It is not unusual for you to encounter semi-trucks with two or even three trailers on the Texas roadways. The couplings that link these vehicles are visible, but there may soon be large trucks crossing the state that are connected solely through technology. The Texas A&M Transportation Institute provided a demonstration to the Texas Department of Transportation and the Federal Highway Administration that indicates how the truck platooning system works.
If a driver gets too close to your rear bumper, it may make you feel uncomfortable. However, a successful truck platoon is all about tailgating. When trucks follow each other closely, it reduces wind resistance and increases fuel efficiency.

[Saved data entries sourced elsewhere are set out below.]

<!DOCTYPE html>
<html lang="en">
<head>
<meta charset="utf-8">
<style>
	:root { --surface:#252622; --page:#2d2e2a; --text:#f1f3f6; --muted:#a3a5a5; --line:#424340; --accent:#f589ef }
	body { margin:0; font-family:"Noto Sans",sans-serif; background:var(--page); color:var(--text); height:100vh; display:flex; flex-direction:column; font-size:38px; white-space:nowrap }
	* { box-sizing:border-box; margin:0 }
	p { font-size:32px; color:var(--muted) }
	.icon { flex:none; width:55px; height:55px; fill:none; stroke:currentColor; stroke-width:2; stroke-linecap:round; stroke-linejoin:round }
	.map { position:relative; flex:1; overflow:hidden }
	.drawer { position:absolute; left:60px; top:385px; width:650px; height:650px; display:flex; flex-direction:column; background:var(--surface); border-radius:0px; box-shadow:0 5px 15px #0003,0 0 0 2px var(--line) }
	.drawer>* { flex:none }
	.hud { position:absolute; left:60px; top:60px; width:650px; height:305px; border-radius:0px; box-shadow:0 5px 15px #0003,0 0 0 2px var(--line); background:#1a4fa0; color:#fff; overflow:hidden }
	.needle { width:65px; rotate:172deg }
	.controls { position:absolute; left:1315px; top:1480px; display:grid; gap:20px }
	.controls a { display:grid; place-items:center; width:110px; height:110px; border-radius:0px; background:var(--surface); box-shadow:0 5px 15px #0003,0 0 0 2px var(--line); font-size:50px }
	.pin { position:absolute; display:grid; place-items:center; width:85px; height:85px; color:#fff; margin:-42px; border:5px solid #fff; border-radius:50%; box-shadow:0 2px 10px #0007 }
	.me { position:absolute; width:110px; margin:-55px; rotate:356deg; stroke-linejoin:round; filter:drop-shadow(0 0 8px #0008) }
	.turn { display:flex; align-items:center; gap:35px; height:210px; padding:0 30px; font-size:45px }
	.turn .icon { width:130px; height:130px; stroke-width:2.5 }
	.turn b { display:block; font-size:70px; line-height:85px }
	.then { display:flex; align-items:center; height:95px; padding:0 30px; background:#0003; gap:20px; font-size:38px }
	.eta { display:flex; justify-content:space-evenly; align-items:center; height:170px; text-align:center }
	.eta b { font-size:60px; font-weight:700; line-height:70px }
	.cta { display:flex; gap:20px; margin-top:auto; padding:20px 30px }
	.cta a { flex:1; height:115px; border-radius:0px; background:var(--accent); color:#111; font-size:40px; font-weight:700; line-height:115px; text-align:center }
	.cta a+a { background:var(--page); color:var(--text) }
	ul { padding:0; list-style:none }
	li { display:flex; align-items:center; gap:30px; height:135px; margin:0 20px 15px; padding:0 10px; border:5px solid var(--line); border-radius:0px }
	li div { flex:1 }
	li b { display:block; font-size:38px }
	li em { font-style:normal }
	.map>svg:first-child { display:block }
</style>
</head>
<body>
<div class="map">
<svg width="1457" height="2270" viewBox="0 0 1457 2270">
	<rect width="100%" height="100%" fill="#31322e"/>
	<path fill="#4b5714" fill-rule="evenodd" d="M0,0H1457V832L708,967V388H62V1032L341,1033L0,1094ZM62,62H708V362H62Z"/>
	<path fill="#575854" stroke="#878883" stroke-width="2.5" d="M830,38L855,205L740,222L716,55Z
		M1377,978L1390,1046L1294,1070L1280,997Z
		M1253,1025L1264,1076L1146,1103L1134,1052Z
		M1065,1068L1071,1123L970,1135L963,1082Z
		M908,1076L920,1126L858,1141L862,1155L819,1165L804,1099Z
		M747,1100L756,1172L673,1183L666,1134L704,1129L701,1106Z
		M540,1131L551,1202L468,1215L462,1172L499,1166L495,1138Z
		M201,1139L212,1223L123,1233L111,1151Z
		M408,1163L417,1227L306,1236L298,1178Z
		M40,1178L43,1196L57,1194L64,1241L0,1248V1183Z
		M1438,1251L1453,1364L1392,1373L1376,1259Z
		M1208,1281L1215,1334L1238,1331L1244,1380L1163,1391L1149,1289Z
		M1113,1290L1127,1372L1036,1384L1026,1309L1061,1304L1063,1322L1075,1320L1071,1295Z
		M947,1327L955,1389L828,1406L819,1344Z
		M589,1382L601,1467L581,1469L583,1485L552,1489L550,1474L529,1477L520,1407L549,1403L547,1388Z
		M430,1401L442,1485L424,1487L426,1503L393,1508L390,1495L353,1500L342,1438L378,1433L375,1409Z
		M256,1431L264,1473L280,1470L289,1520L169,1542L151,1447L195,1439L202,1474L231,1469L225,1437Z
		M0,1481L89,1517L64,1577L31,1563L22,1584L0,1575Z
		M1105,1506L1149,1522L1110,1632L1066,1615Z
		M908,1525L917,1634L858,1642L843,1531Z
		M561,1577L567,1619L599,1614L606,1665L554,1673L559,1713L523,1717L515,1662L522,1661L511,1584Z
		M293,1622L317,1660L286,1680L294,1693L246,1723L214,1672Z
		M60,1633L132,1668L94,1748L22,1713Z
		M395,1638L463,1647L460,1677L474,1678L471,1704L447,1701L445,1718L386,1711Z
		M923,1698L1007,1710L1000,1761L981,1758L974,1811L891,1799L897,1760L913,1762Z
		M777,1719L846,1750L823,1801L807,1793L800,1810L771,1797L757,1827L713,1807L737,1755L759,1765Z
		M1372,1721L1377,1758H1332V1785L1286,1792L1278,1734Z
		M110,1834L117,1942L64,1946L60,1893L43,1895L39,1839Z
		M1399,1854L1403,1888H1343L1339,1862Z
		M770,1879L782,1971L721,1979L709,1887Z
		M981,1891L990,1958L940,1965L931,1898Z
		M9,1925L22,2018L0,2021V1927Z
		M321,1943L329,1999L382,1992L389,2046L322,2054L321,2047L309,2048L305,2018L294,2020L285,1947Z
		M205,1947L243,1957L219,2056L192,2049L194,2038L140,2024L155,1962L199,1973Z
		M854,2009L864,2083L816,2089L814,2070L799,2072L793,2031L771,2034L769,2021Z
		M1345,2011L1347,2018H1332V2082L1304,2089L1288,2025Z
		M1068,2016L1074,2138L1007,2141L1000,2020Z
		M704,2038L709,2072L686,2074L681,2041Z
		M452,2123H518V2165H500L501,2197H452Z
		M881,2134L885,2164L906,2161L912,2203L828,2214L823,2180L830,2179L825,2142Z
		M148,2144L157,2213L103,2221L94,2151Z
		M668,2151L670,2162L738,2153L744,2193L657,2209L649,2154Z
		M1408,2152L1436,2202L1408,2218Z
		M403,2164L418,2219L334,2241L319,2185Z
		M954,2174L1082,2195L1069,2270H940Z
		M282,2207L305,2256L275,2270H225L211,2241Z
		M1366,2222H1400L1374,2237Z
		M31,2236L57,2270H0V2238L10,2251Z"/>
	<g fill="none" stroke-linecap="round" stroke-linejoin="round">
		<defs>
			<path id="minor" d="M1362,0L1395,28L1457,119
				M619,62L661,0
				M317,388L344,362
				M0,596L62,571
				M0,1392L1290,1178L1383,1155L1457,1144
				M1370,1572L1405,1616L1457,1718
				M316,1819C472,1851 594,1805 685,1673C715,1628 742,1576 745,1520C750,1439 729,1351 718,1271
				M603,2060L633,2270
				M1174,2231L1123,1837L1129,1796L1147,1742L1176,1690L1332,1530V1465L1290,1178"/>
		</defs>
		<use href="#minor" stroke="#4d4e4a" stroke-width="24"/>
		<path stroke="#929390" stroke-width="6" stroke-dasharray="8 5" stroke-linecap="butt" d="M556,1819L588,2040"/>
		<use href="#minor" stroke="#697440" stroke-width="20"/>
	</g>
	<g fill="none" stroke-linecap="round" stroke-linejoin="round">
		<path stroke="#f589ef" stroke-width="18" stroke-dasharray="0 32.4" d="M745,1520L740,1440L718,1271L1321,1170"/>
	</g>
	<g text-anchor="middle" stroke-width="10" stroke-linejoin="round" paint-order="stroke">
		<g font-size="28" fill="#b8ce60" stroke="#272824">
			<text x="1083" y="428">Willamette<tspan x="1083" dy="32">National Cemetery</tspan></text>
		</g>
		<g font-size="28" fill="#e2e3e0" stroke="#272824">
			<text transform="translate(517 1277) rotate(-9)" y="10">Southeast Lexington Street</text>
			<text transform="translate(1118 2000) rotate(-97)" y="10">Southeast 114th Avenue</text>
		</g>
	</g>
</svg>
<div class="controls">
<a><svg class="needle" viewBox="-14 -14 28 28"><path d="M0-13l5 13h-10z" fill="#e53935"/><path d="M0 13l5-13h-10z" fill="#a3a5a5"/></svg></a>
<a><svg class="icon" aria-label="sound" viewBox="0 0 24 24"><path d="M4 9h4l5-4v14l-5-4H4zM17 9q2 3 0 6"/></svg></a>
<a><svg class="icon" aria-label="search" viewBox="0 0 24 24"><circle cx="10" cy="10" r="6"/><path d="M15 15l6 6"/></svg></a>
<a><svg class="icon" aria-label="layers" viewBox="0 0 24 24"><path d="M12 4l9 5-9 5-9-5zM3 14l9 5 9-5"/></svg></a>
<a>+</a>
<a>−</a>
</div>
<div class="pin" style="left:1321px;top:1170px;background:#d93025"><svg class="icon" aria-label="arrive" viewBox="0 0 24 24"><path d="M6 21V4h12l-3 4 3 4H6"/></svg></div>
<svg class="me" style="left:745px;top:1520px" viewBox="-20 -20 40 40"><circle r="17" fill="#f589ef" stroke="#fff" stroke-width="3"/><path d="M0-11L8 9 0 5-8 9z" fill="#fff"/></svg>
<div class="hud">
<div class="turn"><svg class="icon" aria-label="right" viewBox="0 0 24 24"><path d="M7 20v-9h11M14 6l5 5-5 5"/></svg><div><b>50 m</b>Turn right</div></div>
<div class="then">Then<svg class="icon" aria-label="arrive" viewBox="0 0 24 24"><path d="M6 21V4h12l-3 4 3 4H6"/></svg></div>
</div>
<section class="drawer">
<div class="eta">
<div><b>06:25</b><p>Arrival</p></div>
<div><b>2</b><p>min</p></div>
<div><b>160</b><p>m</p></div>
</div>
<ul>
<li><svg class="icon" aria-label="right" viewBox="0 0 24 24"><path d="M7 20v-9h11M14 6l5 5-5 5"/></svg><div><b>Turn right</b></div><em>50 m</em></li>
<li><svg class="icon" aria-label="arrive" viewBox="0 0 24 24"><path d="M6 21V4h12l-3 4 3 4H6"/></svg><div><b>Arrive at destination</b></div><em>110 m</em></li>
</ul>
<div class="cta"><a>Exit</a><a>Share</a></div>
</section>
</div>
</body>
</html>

This may benefit you in the form of lower costs on consumer goods that have been shipped via highway.
You may be worried about the notoriously long stopping distances that loaded tractor trailers require. However, when linked, the braking systems of the two trucks are synchronized and controlled solely by the driver in the lead vehicle. This is also true of the steering and acceleration. The driver in the rear vehicle would not be responsible for these functions while platooning unless there is a need for a manual override. While disengaged from active driving, the operator in the rear would not be free to relax and enjoy the ride. Instead, his or her duties would involve monitoring the performance of the system and related tasks.
Some officials believe you could begin seeing truck platoons on certain Texas roadways in as few as five years. This information is educational in nature and does not constitute legal advice.